PROBLEM STATEMENT. Lines containing the word "above" are to be copied from the data below.

DATA TO USE.
[Start of section]
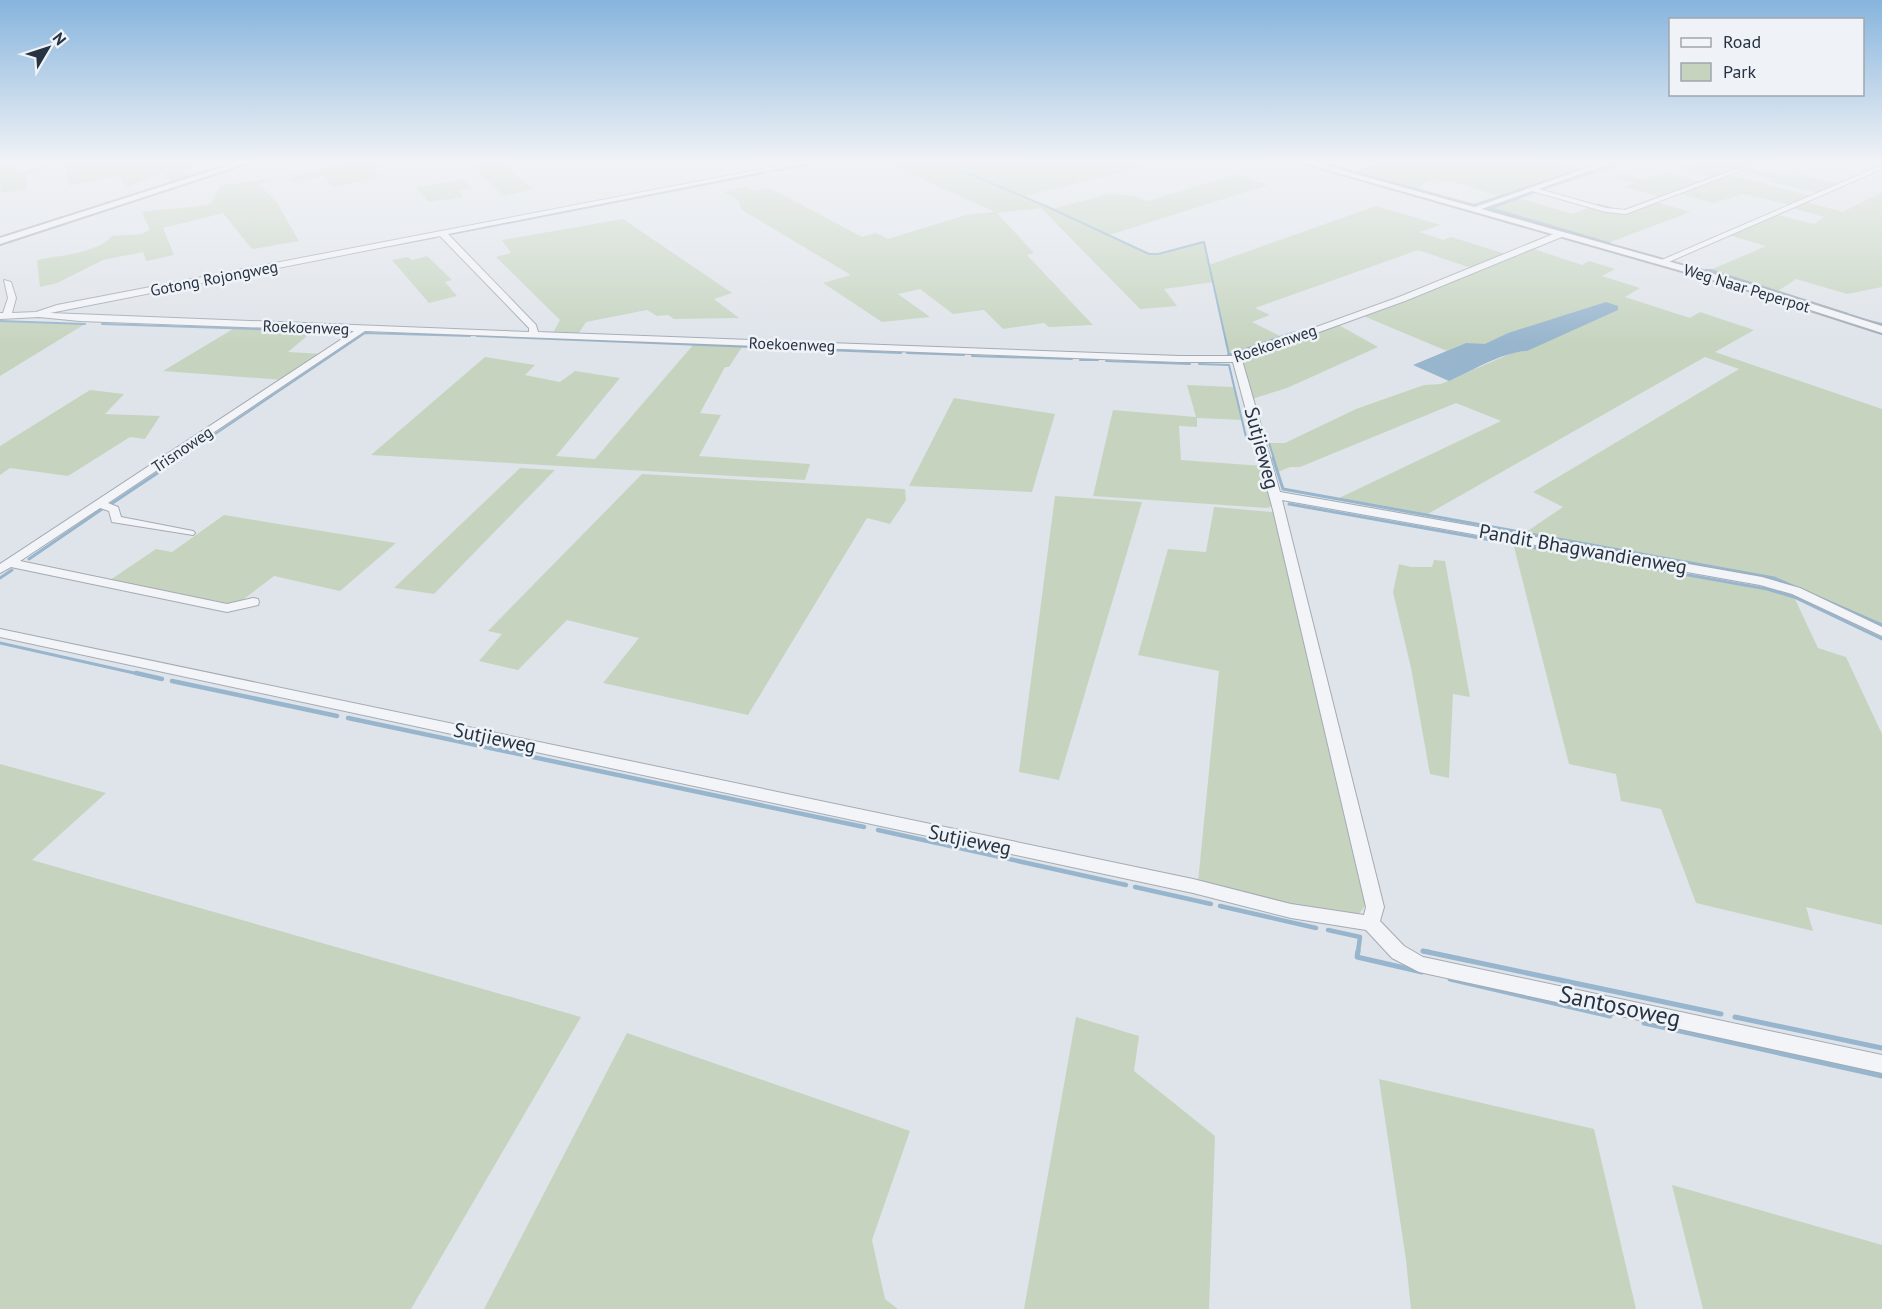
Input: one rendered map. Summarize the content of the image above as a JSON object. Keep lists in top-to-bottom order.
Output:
[End of section]
[Start of section]
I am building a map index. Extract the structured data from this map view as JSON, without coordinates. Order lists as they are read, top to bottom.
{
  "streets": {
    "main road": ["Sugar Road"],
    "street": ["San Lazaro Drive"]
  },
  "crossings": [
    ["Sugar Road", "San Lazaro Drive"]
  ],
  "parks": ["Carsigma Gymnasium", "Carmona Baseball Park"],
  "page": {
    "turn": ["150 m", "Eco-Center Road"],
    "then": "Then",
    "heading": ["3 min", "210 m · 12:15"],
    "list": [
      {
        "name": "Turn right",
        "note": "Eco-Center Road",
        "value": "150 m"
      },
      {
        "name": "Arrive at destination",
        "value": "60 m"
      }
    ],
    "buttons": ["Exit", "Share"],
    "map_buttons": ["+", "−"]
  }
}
[End of section]
[Start of section]
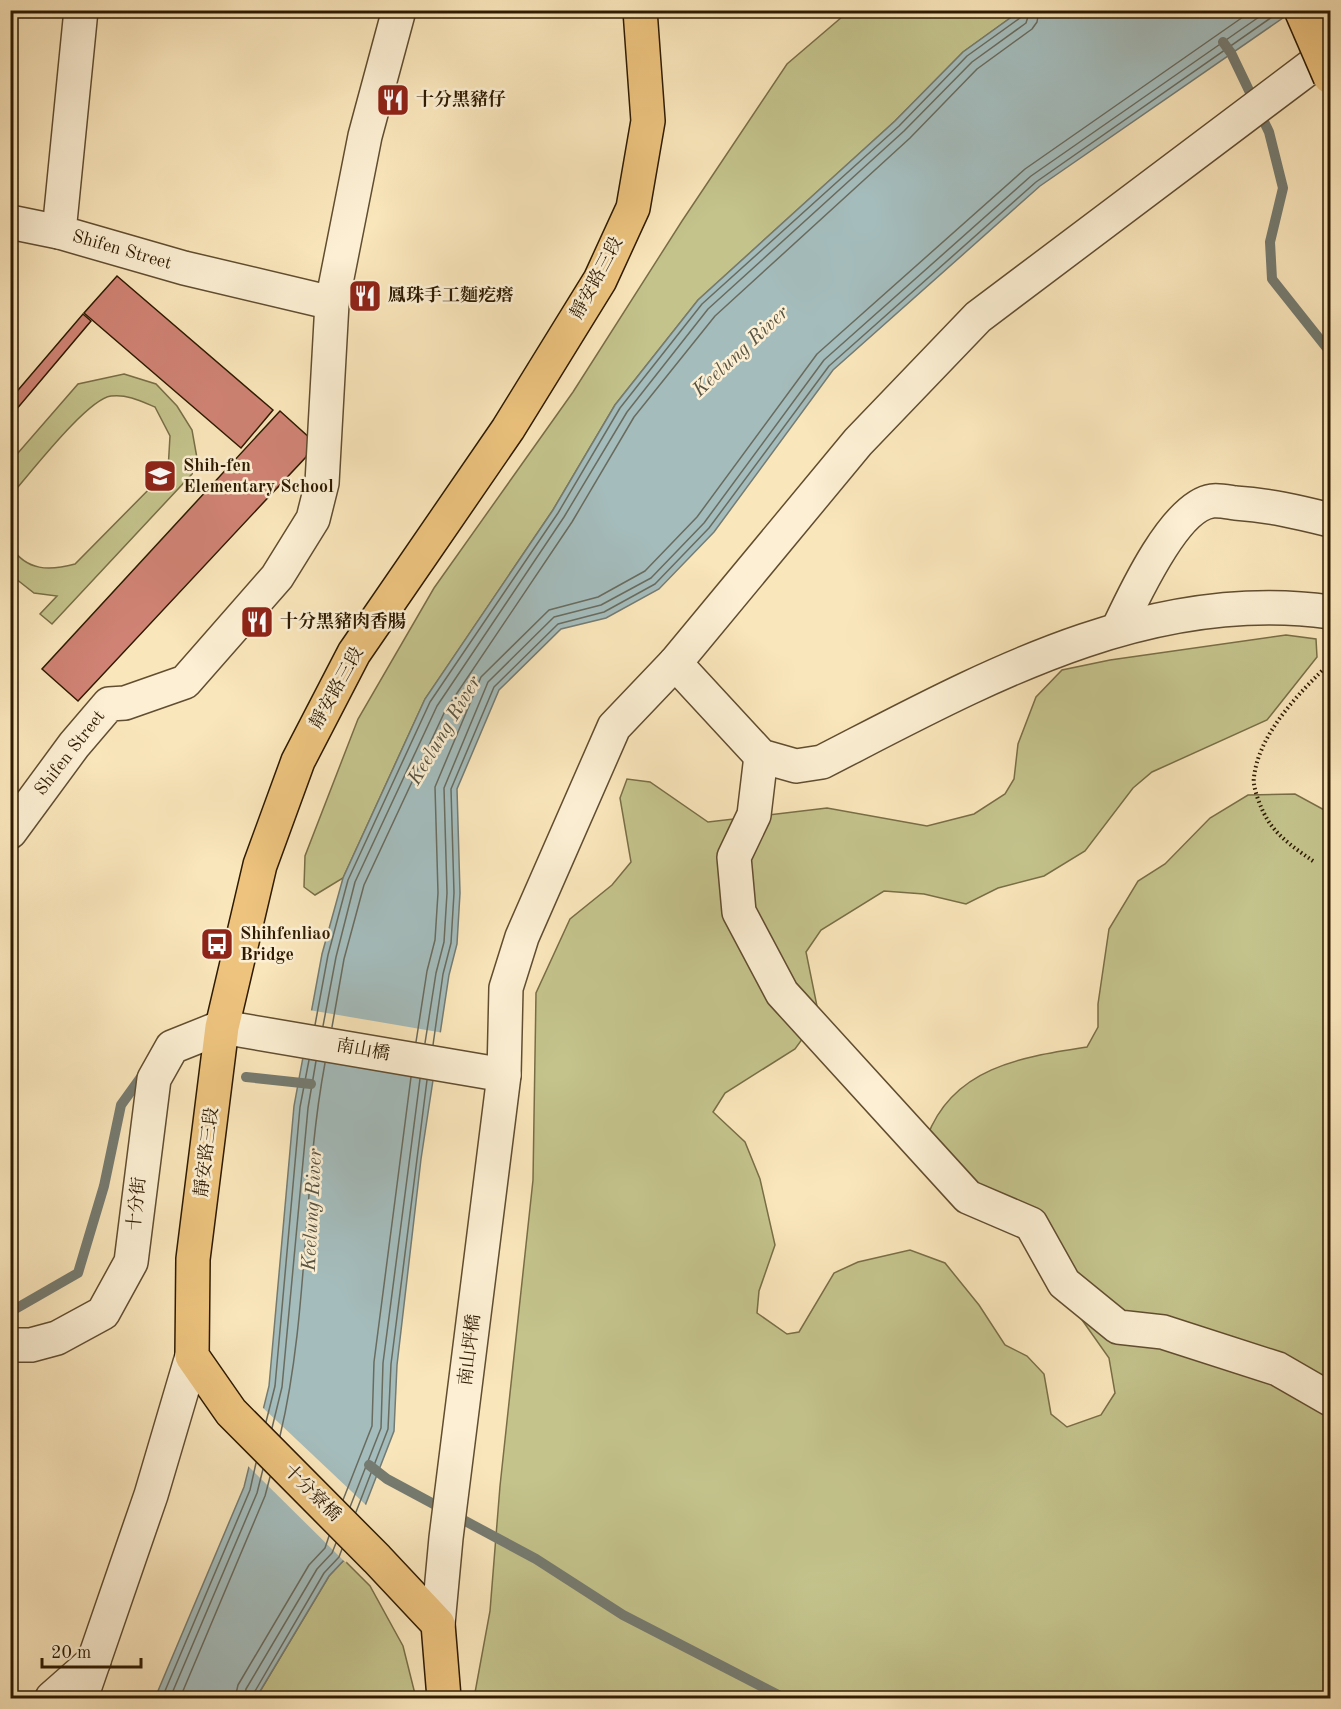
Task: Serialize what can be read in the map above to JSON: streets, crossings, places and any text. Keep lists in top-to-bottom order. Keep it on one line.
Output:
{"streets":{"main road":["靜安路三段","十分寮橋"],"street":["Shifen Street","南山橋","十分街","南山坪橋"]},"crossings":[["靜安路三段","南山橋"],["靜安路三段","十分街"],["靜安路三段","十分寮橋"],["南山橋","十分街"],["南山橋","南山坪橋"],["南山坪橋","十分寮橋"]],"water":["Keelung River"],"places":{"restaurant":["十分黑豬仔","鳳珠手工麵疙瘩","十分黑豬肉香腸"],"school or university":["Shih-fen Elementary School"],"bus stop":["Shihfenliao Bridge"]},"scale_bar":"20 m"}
[End of section]
TASK ANSWER.
Input: one rendered map. Summarize the content of the image above as a JSON object. Keep lists in top-to-bottom order.
Task: Serialize what can be read in the map above to JSON: streets, crossings, places and any text. Keep lists in top-to-bottom order. Keep it on one line.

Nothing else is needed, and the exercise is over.